> _Problem statement_: Set the data down exactly as it stands, and keep its pictures out.

> _Listed records_:
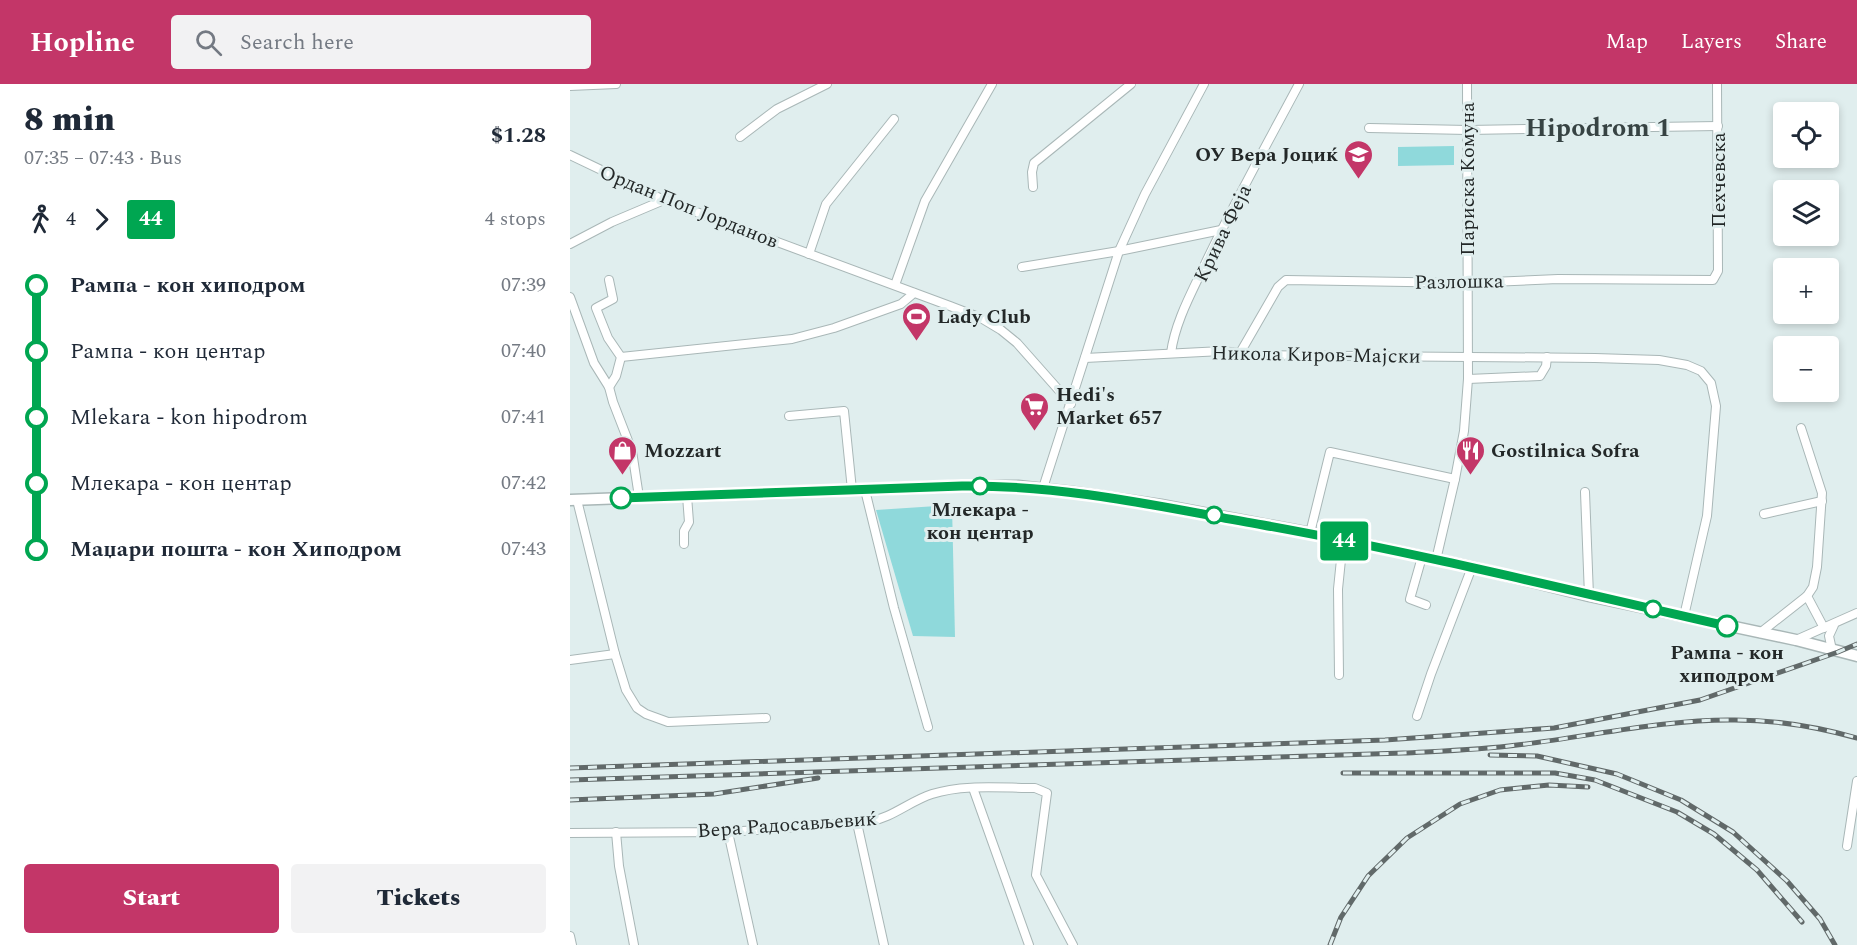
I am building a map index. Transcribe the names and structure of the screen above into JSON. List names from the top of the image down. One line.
{"streets":{"street":["Париска Комуна","Пехчевска","Ордан Поп Јорданов","Крива Феја","Разлошка","Никола Киров-Мајски","Вера Радосављевиќ"]},"crossings":[["Париска Комуна","Разлошка"],["Париска Комуна","Никола Киров-Мајски"],["Пехчевска","Разлошка"],["Крива Феја","Никола Киров-Мајски"],["Разлошка","Никола Киров-Мајски"]],"districts":["Hipodrom 1"],"places":{"school or university":["ОУ Вера Јоциќ"],"sports":["Lady Club"],"supermarket":["Hedi's Market 657"],"shop":["Mozzart"],"restaurant":["Gostilnica Sofra"],"other":["Млекара - кон центар","Рампа - кон хиподром"]},"lines":["bus line 44"],"page":{"header":"Hopline","search":"Search here","nav":["Map","Layers","Share"],"heading":["8 min","07:35 – 07:43 · Bus","$1.28"],"on_map":"44","map_buttons":["+","−"],"legs":["4","44","4 stops"],"list":[{"name":"Рампа - кон хиподром","value":"07:39"},{"name":"Рампа - кон центар","value":"07:40"},{"name":"Mlekara - kon hipodrom","value":"07:41"},{"name":"Млекара - кон центар","value":"07:42"},{"name":"Маџари пошта - кон Хиподром","value":"07:43"}],"buttons":["Start","Tickets"]}}
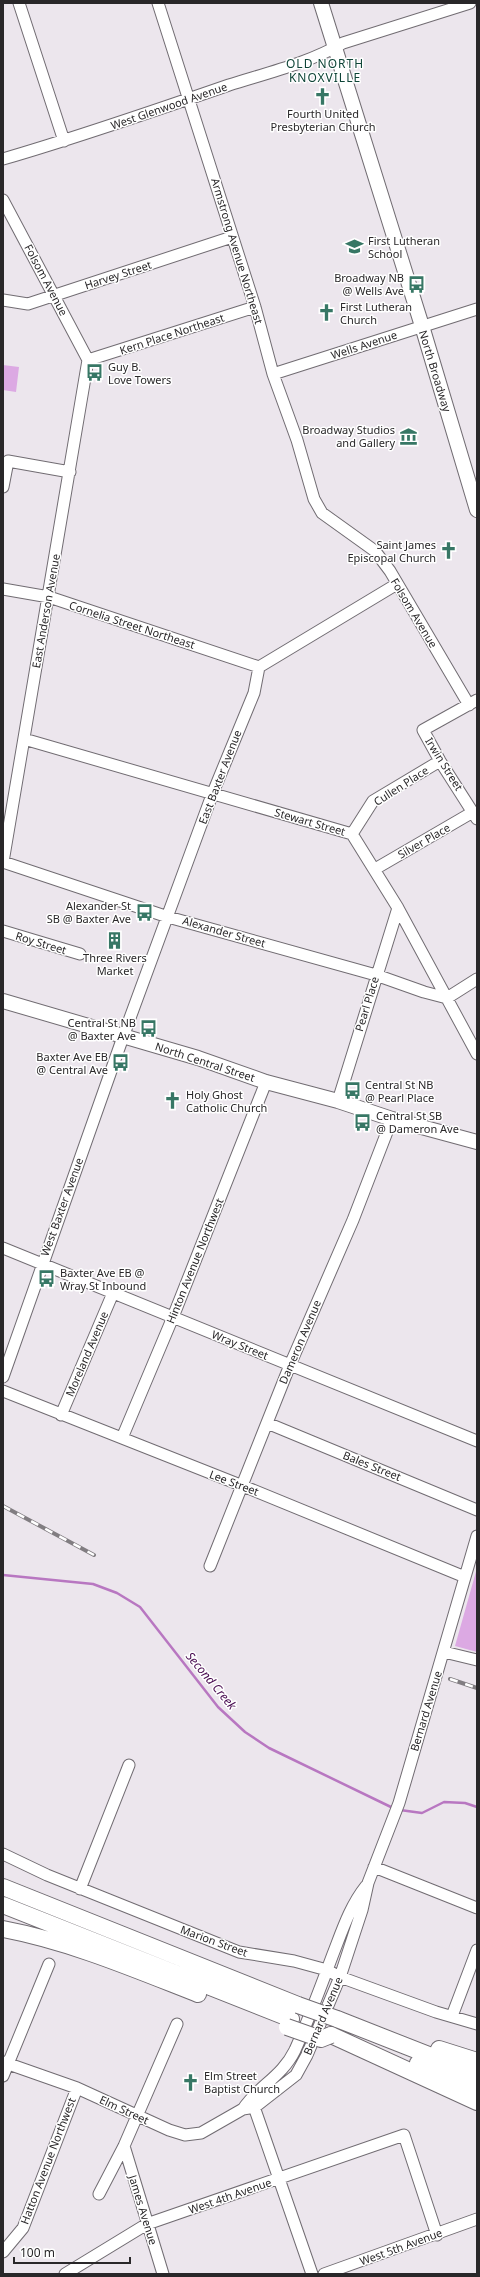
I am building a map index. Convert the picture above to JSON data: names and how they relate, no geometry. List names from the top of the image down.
{
  "streets": {
    "main road": ["North Broadway", "North Central Street"],
    "street": [
      "West Glenwood Avenue",
      "Armstrong Avenue Northeast",
      "Harvey Street",
      "Folsom Avenue",
      "Kern Place Northeast",
      "Wells Avenue",
      "East Anderson Avenue",
      "Cornelia Street Northeast",
      "Irwin Street",
      "East Baxter Avenue",
      "Cullen Place",
      "Stewart Street",
      "Silver Place",
      "Alexander Street",
      "Roy Street",
      "Pearl Place",
      "West Baxter Avenue",
      "Hinton Avenue Northwest",
      "Dameron Avenue",
      "Wray Street",
      "Moreland Avenue",
      "Bales Street",
      "Lee Street",
      "Bernard Avenue",
      "Marion Street",
      "Elm Street",
      "Hatton Avenue Northwest",
      "West 4th Avenue",
      "James Avenue",
      "West 5th Avenue"
    ]
  },
  "crossings": [
    ["West Glenwood Avenue", "Armstrong Avenue Northeast"],
    ["West Glenwood Avenue", "North Broadway"],
    ["Armstrong Avenue Northeast", "Harvey Street"],
    ["Armstrong Avenue Northeast", "Folsom Avenue"],
    ["Armstrong Avenue Northeast", "Kern Place Northeast"],
    ["Armstrong Avenue Northeast", "Wells Avenue"],
    ["Harvey Street", "Folsom Avenue"],
    ["Folsom Avenue", "Kern Place Northeast"],
    ["Folsom Avenue", "East Anderson Avenue"],
    ["Folsom Avenue", "Irwin Street"],
    ["Kern Place Northeast", "East Anderson Avenue"],
    ["Wells Avenue", "North Broadway"],
    ["East Anderson Avenue", "Cornelia Street Northeast"],
    ["East Anderson Avenue", "Stewart Street"],
    ["East Anderson Avenue", "Alexander Street"],
    ["Cornelia Street Northeast", "East Baxter Avenue"],
    ["Irwin Street", "Cullen Place"],
    ["Irwin Street", "Silver Place"],
    ["East Baxter Avenue", "Stewart Street"],
    ["East Baxter Avenue", "Alexander Street"],
    ["East Baxter Avenue", "North Central Street"],
    ["East Baxter Avenue", "West Baxter Avenue"],
    ["Cullen Place", "Stewart Street"],
    ["Stewart Street", "Silver Place"],
    ["Stewart Street", "Alexander Street"],
    ["Stewart Street", "Pearl Place"],
    ["Alexander Street", "Pearl Place"],
    ["Pearl Place", "North Central Street"],
    ["North Central Street", "West Baxter Avenue"],
    ["North Central Street", "Hinton Avenue Northwest"],
    ["North Central Street", "Dameron Avenue"],
    ["West Baxter Avenue", "Wray Street"],
    ["Hinton Avenue Northwest", "Wray Street"],
    ["Hinton Avenue Northwest", "Lee Street"],
    ["Dameron Avenue", "Wray Street"],
    ["Dameron Avenue", "Bales Street"],
    ["Dameron Avenue", "Lee Street"],
    ["Wray Street", "Moreland Avenue"],
    ["Moreland Avenue", "Lee Street"],
    ["Lee Street", "Bernard Avenue"],
    ["Bernard Avenue", "Marion Street"],
    ["Bernard Avenue", "Elm Street"],
    ["Elm Street", "Hatton Avenue Northwest"],
    ["West 4th Avenue", "James Avenue"],
    ["West 4th Avenue", "West 5th Avenue"]
  ],
  "districts": ["OLD NORTH KNOXVILLE"],
  "water": ["Second Creek"],
  "places": {
    "church": [
      "Fourth United Presbyterian Church",
      "First Lutheran Church",
      "Saint James Episcopal Church",
      "Holy Ghost Catholic Church",
      "Elm Street Baptist Church"
    ],
    "school or university": ["First Lutheran School"],
    "bus stop": [
      "Broadway NB @ Wells Ave",
      "Guy B. Love Towers",
      "Alexander St SB @ Baxter Ave",
      "Central St NB @ Baxter Ave",
      "Baxter Ave EB @ Central Ave",
      "Central St NB @ Pearl Place",
      "Central St SB @ Dameron Ave",
      "Baxter Ave EB @ Wray St Inbound"
    ],
    "museum": ["Broadway Studios and Gallery"],
    "building": ["Three Rivers Market"]
  },
  "scale_bar": "100 m"
}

> _Written solution_:
I am building a map index. Transcribe the names and structure of the screen above into JSON. List names from the top of the image down. One line.
{"streets":{"street":["Париска Комуна","Пехчевска","Ордан Поп Јорданов","Крива Феја","Разлошка","Никола Киров-Мајски","Вера Радосављевиќ"]},"crossings":[["Париска Комуна","Разлошка"],["Париска Комуна","Никола Киров-Мајски"],["Пехчевска","Разлошка"],["Крива Феја","Никола Киров-Мајски"],["Разлошка","Никола Киров-Мајски"]],"districts":["Hipodrom 1"],"places":{"school or university":["ОУ Вера Јоциќ"],"sports":["Lady Club"],"supermarket":["Hedi's Market 657"],"shop":["Mozzart"],"restaurant":["Gostilnica Sofra"],"other":["Млекара - кон центар","Рампа - кон хиподром"]},"lines":["bus line 44"],"page":{"header":"Hopline","search":"Search here","nav":["Map","Layers","Share"],"heading":["8 min","07:35 – 07:43 · Bus","$1.28"],"on_map":"44","map_buttons":["+","−"],"legs":["4","44","4 stops"],"list":[{"name":"Рампа - кон хиподром","value":"07:39"},{"name":"Рампа - кон центар","value":"07:40"},{"name":"Mlekara - kon hipodrom","value":"07:41"},{"name":"Млекара - кон центар","value":"07:42"},{"name":"Маџари пошта - кон Хиподром","value":"07:43"}],"buttons":["Start","Tickets"]}}
I am building a map index. Convert the picture above to JSON data: names and how they relate, no geometry. List names from the top of the image down.
{
  "streets": {
    "main road": ["North Broadway", "North Central Street"],
    "street": [
      "West Glenwood Avenue",
      "Armstrong Avenue Northeast",
      "Harvey Street",
      "Folsom Avenue",
      "Kern Place Northeast",
      "Wells Avenue",
      "East Anderson Avenue",
      "Cornelia Street Northeast",
      "Irwin Street",
      "East Baxter Avenue",
      "Cullen Place",
      "Stewart Street",
      "Silver Place",
      "Alexander Street",
      "Roy Street",
      "Pearl Place",
      "West Baxter Avenue",
      "Hinton Avenue Northwest",
      "Dameron Avenue",
      "Wray Street",
      "Moreland Avenue",
      "Bales Street",
      "Lee Street",
      "Bernard Avenue",
      "Marion Street",
      "Elm Street",
      "Hatton Avenue Northwest",
      "West 4th Avenue",
      "James Avenue",
      "West 5th Avenue"
    ]
  },
  "crossings": [
    ["West Glenwood Avenue", "Armstrong Avenue Northeast"],
    ["West Glenwood Avenue", "North Broadway"],
    ["Armstrong Avenue Northeast", "Harvey Street"],
    ["Armstrong Avenue Northeast", "Folsom Avenue"],
    ["Armstrong Avenue Northeast", "Kern Place Northeast"],
    ["Armstrong Avenue Northeast", "Wells Avenue"],
    ["Harvey Street", "Folsom Avenue"],
    ["Folsom Avenue", "Kern Place Northeast"],
    ["Folsom Avenue", "East Anderson Avenue"],
    ["Folsom Avenue", "Irwin Street"],
    ["Kern Place Northeast", "East Anderson Avenue"],
    ["Wells Avenue", "North Broadway"],
    ["East Anderson Avenue", "Cornelia Street Northeast"],
    ["East Anderson Avenue", "Stewart Street"],
    ["East Anderson Avenue", "Alexander Street"],
    ["Cornelia Street Northeast", "East Baxter Avenue"],
    ["Irwin Street", "Cullen Place"],
    ["Irwin Street", "Silver Place"],
    ["East Baxter Avenue", "Stewart Street"],
    ["East Baxter Avenue", "Alexander Street"],
    ["East Baxter Avenue", "North Central Street"],
    ["East Baxter Avenue", "West Baxter Avenue"],
    ["Cullen Place", "Stewart Street"],
    ["Stewart Street", "Silver Place"],
    ["Stewart Street", "Alexander Street"],
    ["Stewart Street", "Pearl Place"],
    ["Alexander Street", "Pearl Place"],
    ["Pearl Place", "North Central Street"],
    ["North Central Street", "West Baxter Avenue"],
    ["North Central Street", "Hinton Avenue Northwest"],
    ["North Central Street", "Dameron Avenue"],
    ["West Baxter Avenue", "Wray Street"],
    ["Hinton Avenue Northwest", "Wray Street"],
    ["Hinton Avenue Northwest", "Lee Street"],
    ["Dameron Avenue", "Wray Street"],
    ["Dameron Avenue", "Bales Street"],
    ["Dameron Avenue", "Lee Street"],
    ["Wray Street", "Moreland Avenue"],
    ["Moreland Avenue", "Lee Street"],
    ["Lee Street", "Bernard Avenue"],
    ["Bernard Avenue", "Marion Street"],
    ["Bernard Avenue", "Elm Street"],
    ["Elm Street", "Hatton Avenue Northwest"],
    ["West 4th Avenue", "James Avenue"],
    ["West 4th Avenue", "West 5th Avenue"]
  ],
  "districts": ["OLD NORTH KNOXVILLE"],
  "water": ["Second Creek"],
  "places": {
    "church": [
      "Fourth United Presbyterian Church",
      "First Lutheran Church",
      "Saint James Episcopal Church",
      "Holy Ghost Catholic Church",
      "Elm Street Baptist Church"
    ],
    "school or university": ["First Lutheran School"],
    "bus stop": [
      "Broadway NB @ Wells Ave",
      "Guy B. Love Towers",
      "Alexander St SB @ Baxter Ave",
      "Central St NB @ Baxter Ave",
      "Baxter Ave EB @ Central Ave",
      "Central St NB @ Pearl Place",
      "Central St SB @ Dameron Ave",
      "Baxter Ave EB @ Wray St Inbound"
    ],
    "museum": ["Broadway Studios and Gallery"],
    "building": ["Three Rivers Market"]
  },
  "scale_bar": "100 m"
}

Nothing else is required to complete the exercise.